Input data >>

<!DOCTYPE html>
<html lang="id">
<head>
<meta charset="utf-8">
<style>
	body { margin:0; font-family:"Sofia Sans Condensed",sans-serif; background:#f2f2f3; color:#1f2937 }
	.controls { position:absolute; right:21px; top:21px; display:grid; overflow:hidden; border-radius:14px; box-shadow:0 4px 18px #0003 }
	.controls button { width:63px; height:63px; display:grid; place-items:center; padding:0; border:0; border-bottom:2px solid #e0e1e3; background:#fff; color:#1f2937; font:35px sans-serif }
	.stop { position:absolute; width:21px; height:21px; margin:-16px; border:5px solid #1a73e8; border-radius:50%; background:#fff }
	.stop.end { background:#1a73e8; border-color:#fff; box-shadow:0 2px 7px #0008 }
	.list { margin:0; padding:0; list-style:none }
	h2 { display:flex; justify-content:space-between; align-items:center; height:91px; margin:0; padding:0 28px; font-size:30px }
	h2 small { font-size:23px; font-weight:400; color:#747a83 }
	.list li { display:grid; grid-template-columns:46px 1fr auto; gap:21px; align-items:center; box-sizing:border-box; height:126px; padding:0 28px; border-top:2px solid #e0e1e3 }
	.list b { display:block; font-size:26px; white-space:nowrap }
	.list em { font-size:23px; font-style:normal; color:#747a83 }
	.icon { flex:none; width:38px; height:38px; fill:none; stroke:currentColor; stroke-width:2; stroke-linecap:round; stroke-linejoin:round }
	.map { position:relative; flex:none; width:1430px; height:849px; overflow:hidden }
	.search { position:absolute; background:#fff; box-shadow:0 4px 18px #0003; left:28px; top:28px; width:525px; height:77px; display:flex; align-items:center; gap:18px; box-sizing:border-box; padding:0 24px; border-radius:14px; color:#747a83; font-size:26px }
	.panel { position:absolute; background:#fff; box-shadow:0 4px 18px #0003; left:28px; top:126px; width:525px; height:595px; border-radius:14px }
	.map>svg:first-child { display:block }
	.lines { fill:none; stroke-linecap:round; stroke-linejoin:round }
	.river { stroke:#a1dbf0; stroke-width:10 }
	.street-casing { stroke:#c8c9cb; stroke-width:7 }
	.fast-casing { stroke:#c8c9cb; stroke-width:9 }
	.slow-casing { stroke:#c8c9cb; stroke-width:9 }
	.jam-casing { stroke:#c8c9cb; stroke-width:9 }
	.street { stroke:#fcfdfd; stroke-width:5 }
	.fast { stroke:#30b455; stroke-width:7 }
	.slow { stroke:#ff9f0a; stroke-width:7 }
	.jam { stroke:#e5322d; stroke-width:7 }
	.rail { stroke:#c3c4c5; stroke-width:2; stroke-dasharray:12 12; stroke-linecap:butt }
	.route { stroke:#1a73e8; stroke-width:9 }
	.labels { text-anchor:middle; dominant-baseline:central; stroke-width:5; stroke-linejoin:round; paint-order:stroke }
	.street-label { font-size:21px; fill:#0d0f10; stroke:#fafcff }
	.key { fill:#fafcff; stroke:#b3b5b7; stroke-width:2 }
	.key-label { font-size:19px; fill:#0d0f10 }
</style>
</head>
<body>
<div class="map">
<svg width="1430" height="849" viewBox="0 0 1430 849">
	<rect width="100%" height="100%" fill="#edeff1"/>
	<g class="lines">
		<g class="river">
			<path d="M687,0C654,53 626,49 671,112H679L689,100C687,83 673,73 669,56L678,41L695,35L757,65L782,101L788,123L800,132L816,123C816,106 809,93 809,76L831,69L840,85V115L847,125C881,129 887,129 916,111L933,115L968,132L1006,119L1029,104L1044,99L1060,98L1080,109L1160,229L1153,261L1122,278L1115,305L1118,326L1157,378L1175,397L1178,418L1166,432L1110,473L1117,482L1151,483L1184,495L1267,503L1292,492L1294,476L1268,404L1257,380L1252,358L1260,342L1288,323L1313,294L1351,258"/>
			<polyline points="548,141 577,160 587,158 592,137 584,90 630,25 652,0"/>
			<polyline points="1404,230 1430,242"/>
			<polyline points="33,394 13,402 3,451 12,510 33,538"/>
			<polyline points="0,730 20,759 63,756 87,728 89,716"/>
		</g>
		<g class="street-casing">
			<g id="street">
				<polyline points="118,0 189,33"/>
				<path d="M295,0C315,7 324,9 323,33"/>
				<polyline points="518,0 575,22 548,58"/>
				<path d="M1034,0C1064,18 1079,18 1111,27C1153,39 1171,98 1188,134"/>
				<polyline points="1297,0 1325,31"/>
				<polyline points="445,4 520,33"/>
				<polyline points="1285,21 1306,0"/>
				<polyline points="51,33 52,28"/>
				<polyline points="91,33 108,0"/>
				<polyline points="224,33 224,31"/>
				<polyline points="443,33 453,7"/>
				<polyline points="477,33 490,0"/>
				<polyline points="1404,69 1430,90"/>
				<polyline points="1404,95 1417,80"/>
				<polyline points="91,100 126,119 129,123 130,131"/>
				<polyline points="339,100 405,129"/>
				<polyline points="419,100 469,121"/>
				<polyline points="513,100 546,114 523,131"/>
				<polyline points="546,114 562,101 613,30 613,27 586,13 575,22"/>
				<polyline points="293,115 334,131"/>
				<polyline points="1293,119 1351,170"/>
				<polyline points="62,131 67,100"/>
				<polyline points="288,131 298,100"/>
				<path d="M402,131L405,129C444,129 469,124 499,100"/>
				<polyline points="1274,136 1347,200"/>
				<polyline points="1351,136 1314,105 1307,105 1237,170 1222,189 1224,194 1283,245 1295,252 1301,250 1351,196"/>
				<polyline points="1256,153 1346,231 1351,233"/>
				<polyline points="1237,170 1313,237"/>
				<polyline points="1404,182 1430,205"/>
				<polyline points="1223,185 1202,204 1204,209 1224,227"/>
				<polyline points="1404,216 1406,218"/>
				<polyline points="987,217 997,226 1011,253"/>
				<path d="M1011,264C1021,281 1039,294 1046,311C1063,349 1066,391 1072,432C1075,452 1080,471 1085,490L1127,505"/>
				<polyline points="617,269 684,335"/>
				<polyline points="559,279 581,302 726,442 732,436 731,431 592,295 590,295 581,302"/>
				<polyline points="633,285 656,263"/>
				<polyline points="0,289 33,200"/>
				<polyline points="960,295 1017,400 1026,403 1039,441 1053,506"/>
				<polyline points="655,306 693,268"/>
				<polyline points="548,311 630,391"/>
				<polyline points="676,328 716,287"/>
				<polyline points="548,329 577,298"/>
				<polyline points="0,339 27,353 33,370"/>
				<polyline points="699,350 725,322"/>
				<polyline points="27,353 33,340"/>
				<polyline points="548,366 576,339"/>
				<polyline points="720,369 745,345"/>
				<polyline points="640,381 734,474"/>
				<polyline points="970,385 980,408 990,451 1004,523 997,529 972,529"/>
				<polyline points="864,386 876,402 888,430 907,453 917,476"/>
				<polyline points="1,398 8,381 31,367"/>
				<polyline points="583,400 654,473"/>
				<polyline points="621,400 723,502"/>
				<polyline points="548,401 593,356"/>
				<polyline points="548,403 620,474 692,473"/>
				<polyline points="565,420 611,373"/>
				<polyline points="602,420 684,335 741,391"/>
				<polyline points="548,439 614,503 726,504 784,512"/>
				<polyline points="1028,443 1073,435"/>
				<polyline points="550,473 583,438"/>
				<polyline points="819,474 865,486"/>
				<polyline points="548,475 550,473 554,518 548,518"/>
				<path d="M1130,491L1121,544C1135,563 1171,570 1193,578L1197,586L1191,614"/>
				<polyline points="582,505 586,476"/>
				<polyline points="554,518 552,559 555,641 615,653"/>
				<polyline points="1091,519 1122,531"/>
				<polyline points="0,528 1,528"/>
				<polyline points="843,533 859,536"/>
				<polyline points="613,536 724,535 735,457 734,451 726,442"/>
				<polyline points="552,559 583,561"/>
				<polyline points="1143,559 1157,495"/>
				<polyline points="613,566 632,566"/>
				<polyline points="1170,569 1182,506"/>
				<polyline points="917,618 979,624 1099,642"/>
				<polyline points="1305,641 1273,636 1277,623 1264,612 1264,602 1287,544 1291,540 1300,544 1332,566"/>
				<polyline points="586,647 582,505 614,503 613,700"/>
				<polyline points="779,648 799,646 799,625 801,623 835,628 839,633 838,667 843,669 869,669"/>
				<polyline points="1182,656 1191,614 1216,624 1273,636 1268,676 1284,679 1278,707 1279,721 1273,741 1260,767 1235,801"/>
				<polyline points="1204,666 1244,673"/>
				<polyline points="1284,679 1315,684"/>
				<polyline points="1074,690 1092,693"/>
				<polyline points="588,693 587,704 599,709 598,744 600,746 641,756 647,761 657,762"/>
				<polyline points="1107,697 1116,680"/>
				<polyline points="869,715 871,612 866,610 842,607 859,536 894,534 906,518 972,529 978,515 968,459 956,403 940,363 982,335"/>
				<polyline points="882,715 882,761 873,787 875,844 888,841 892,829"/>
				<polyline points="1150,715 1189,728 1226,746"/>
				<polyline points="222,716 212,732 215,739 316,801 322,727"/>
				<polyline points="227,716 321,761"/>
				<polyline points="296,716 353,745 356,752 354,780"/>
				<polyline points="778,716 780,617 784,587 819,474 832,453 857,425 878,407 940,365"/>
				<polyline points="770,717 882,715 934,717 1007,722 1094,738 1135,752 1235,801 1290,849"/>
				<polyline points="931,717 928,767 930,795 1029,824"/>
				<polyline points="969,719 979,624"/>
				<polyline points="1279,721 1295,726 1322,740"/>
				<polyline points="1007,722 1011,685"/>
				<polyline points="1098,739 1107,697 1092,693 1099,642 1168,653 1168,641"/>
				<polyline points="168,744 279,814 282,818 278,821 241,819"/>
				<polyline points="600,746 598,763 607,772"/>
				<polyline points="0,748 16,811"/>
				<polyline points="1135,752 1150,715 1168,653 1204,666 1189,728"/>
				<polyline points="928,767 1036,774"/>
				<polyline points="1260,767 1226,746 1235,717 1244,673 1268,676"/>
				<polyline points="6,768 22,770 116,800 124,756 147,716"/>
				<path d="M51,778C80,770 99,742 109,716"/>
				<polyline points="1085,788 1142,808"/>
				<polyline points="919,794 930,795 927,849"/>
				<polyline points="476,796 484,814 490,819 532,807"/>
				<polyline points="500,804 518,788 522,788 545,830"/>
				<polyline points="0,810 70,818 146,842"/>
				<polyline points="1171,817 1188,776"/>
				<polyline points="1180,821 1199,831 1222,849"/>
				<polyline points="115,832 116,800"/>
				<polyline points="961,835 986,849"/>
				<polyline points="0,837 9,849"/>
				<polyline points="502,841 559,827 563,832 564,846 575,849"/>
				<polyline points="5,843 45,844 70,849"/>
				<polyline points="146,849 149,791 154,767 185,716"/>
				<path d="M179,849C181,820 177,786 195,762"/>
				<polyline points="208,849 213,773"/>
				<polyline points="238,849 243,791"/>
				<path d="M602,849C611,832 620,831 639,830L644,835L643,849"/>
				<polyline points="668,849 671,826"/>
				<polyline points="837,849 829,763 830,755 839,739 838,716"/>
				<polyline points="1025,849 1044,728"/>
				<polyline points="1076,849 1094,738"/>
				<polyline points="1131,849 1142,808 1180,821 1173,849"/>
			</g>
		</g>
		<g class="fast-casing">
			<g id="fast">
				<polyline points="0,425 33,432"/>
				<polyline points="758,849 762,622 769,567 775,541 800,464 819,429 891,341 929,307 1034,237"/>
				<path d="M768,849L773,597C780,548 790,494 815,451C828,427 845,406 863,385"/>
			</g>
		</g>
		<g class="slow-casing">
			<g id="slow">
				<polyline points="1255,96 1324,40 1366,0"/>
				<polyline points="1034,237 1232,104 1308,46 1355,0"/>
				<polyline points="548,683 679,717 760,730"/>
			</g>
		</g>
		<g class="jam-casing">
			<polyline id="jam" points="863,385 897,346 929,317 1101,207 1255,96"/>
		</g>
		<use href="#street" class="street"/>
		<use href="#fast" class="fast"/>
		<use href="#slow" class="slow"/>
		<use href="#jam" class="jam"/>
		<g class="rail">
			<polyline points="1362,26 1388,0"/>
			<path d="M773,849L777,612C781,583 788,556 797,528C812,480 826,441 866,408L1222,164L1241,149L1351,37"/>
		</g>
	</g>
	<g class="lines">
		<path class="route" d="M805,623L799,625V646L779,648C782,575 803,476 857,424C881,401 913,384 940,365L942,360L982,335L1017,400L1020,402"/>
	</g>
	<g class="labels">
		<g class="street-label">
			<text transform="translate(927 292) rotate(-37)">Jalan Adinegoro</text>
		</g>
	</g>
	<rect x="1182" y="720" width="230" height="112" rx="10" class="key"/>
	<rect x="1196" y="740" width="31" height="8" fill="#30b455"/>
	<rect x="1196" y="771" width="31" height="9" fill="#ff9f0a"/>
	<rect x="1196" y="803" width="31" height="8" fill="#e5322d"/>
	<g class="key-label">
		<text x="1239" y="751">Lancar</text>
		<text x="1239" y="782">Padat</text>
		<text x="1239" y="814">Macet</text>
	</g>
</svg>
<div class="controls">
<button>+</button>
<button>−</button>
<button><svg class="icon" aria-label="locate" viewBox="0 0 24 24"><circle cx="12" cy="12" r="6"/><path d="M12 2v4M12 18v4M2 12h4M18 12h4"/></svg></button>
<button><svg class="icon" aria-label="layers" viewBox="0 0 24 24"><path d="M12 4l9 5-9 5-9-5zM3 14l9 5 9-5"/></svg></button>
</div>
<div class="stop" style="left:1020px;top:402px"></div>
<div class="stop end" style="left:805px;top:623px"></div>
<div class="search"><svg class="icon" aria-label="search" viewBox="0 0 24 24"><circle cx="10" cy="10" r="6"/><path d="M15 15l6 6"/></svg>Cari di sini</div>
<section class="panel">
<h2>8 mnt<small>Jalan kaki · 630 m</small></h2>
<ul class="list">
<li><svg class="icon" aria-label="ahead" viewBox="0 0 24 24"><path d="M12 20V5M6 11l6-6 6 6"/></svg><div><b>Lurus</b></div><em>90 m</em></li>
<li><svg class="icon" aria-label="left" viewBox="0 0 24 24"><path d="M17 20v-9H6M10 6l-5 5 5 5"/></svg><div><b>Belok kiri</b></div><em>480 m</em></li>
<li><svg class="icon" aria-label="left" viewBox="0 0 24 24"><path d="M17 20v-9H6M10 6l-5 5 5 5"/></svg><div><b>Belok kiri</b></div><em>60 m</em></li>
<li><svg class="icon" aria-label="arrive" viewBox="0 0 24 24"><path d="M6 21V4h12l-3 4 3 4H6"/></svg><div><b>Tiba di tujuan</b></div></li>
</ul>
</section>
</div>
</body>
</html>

About this task >>
Transcribe the records from their first line. Stop after the line with "font-size:23px; font-style:normal; color:#747a83", including it.

The answer >>
<!DOCTYPE html>
<html lang="id">
<head>
<meta charset="utf-8">
<style>
	body { margin:0; font-family:"Sofia Sans Condensed",sans-serif; background:#f2f2f3; color:#1f2937 }
	.controls { position:absolute; right:21px; top:21px; display:grid; overflow:hidden; border-radius:14px; box-shadow:0 4px 18px #0003 }
	.controls button { width:63px; height:63px; display:grid; place-items:center; padding:0; border:0; border-bottom:2px solid #e0e1e3; background:#fff; color:#1f2937; font:35px sans-serif }
	.stop { position:absolute; width:21px; height:21px; margin:-16px; border:5px solid #1a73e8; border-radius:50%; background:#fff }
	.stop.end { background:#1a73e8; border-color:#fff; box-shadow:0 2px 7px #0008 }
	.list { margin:0; padding:0; list-style:none }
	h2 { display:flex; justify-content:space-between; align-items:center; height:91px; margin:0; padding:0 28px; font-size:30px }
	h2 small { font-size:23px; font-weight:400; color:#747a83 }
	.list li { display:grid; grid-template-columns:46px 1fr auto; gap:21px; align-items:center; box-sizing:border-box; height:126px; padding:0 28px; border-top:2px solid #e0e1e3 }
	.list b { display:block; font-size:26px; white-space:nowrap }
	.list em { font-size:23px; font-style:normal; color:#747a83 }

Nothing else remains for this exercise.